All the lines below should appear again unchanged, though their pictures should not.

* **Dataset excerpts**:
=== Section Start ===

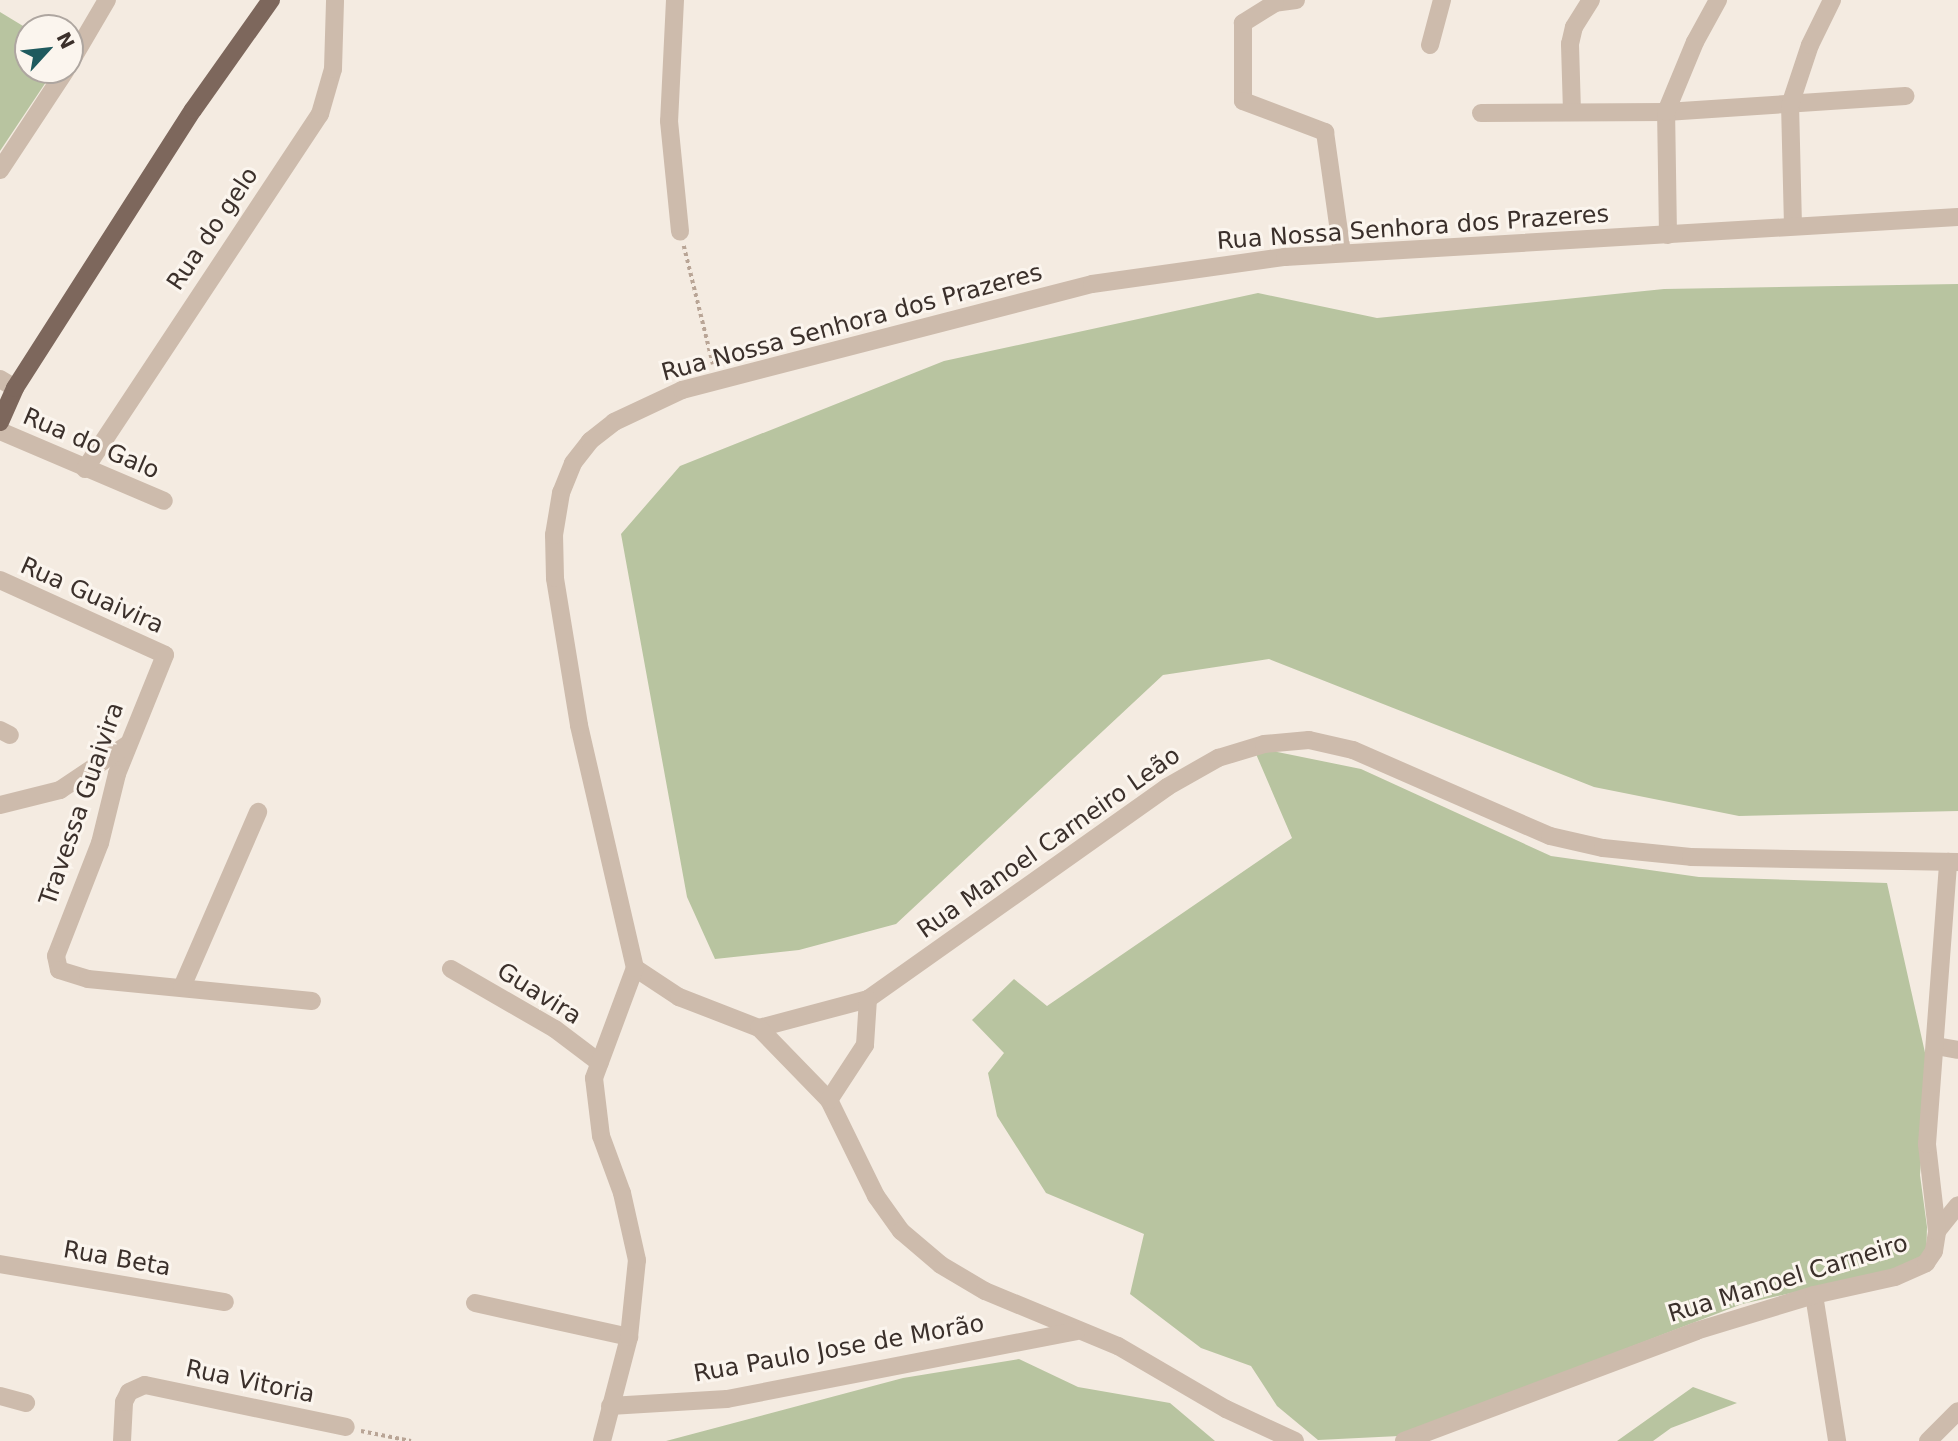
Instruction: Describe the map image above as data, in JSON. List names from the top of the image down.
{
  "streets": {
    "street": [
      "Rua Nossa Senhora dos Prazeres",
      "Rua do gelo",
      "Rua do Galo",
      "Rua Guaivira",
      "Travessa Guaivira",
      "Rua Manoel Carneiro Leão",
      "Guavira",
      "Rua Beta",
      "Rua Manoel Carneiro",
      "Rua Paulo Jose de Morão",
      "Rua Vitoria"
    ]
  },
  "crossings": [
    ["Rua do gelo", "Rua do Galo"],
    ["Rua Guaivira", "Travessa Guaivira"],
    ["Rua Manoel Carneiro Leão", "Rua Manoel Carneiro"]
  ],
  "north": "top right"
}
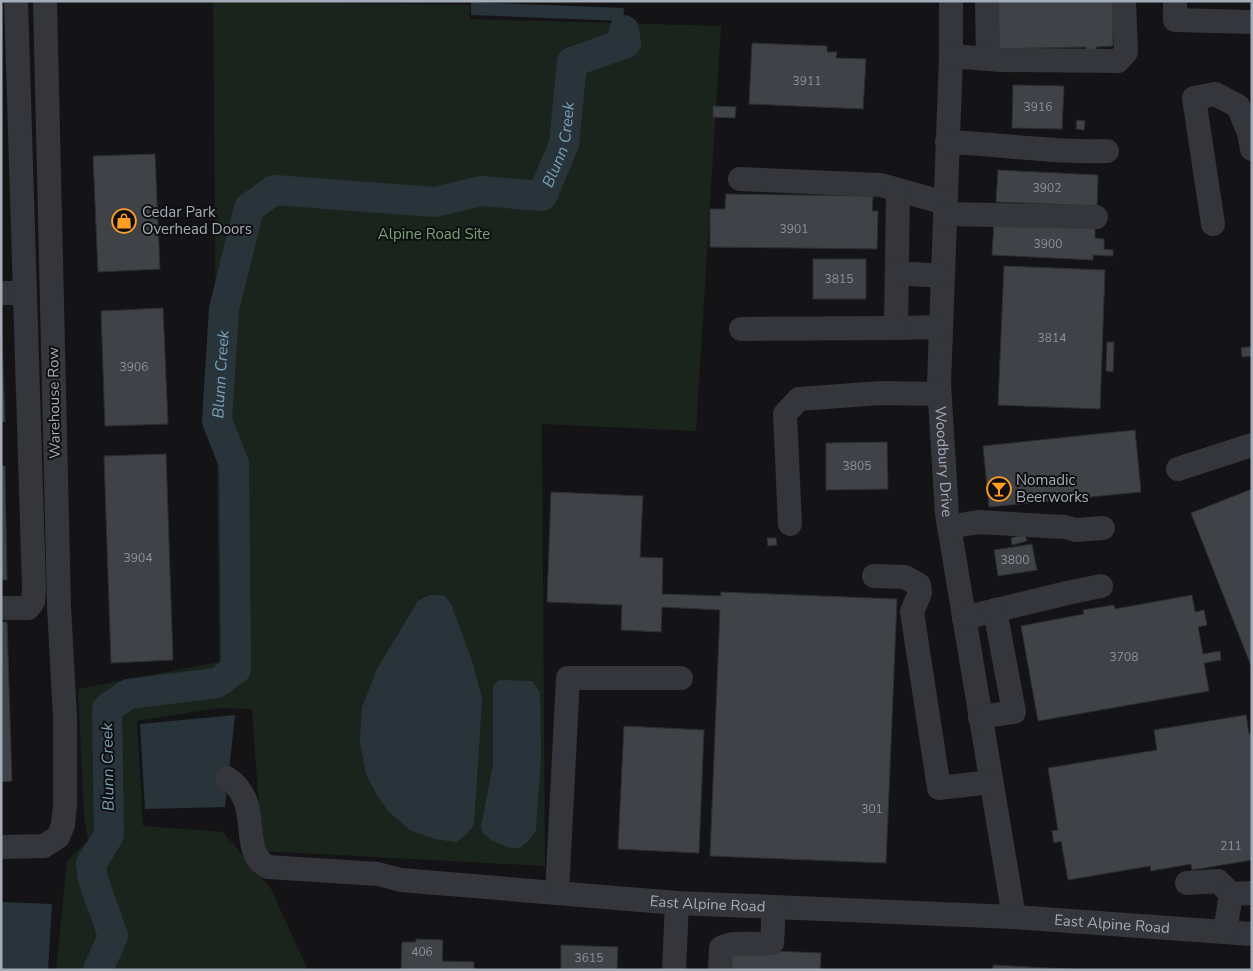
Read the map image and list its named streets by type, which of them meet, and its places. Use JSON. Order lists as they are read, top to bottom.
{
  "streets": {
    "street": ["Warehouse Row", "Woodbury Drive", "East Alpine Road"]
  },
  "crossings": [
    ["Woodbury Drive", "East Alpine Road"]
  ],
  "water": ["Blunn Creek"],
  "parks": ["Alpine Road Site"],
  "places": {
    "shop": ["Cedar Park Overhead Doors"],
    "bar": ["Nomadic Beerworks"]
  },
  "house_numbers": [
    "3911",
    "3916",
    "3902",
    "3901",
    "3900",
    "3815",
    "3814",
    "3906",
    "3805",
    "3904",
    "3800",
    "3708",
    "301",
    "211",
    "406",
    "3615"
  ]
}
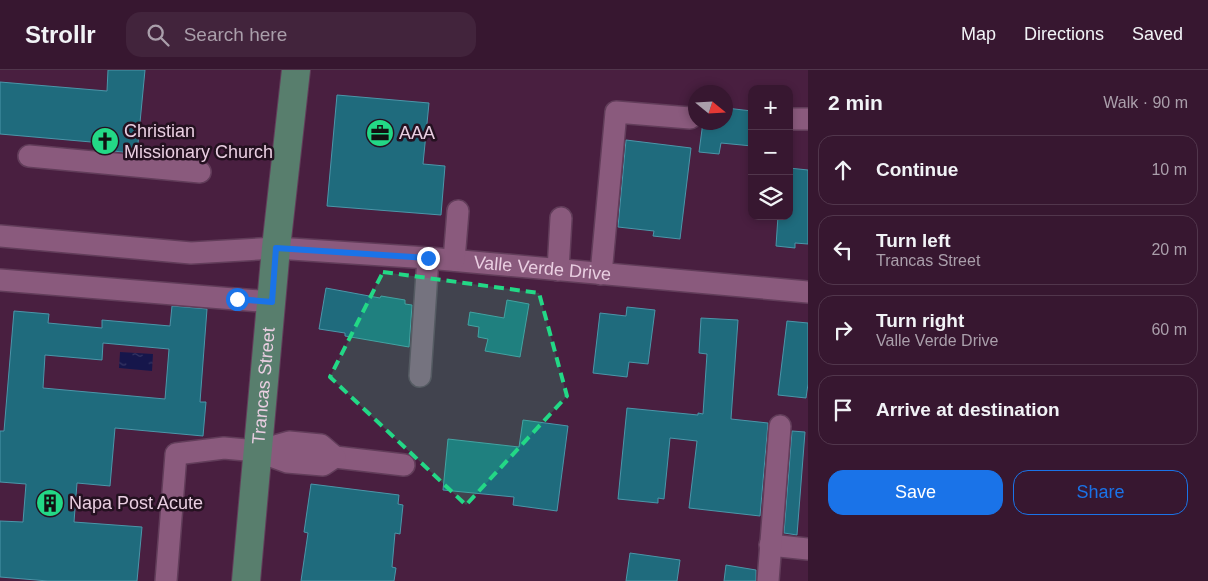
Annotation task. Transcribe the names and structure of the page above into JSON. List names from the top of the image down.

=== Section End ===

* **Written solution**:
Instruction: Describe the map image above as data, in JSON. List names from the top of the image down.
{
  "streets": {
    "street": [
      "Rua Nossa Senhora dos Prazeres",
      "Rua do gelo",
      "Rua do Galo",
      "Rua Guaivira",
      "Travessa Guaivira",
      "Rua Manoel Carneiro Leão",
      "Guavira",
      "Rua Beta",
      "Rua Manoel Carneiro",
      "Rua Paulo Jose de Morão",
      "Rua Vitoria"
    ]
  },
  "crossings": [
    ["Rua do gelo", "Rua do Galo"],
    ["Rua Guaivira", "Travessa Guaivira"],
    ["Rua Manoel Carneiro Leão", "Rua Manoel Carneiro"]
  ],
  "north": "top right"
}
Read the map image and list its named streets by type, which of them meet, and its places. Use JSON. Order lists as they are read, top to bottom.
{
  "streets": {
    "street": ["Warehouse Row", "Woodbury Drive", "East Alpine Road"]
  },
  "crossings": [
    ["Woodbury Drive", "East Alpine Road"]
  ],
  "water": ["Blunn Creek"],
  "parks": ["Alpine Road Site"],
  "places": {
    "shop": ["Cedar Park Overhead Doors"],
    "bar": ["Nomadic Beerworks"]
  },
  "house_numbers": [
    "3911",
    "3916",
    "3902",
    "3901",
    "3900",
    "3815",
    "3814",
    "3906",
    "3805",
    "3904",
    "3800",
    "3708",
    "301",
    "211",
    "406",
    "3615"
  ]
}
Annotation task. Transcribe the names and structure of the page above into JSON. List names from the top of the image down.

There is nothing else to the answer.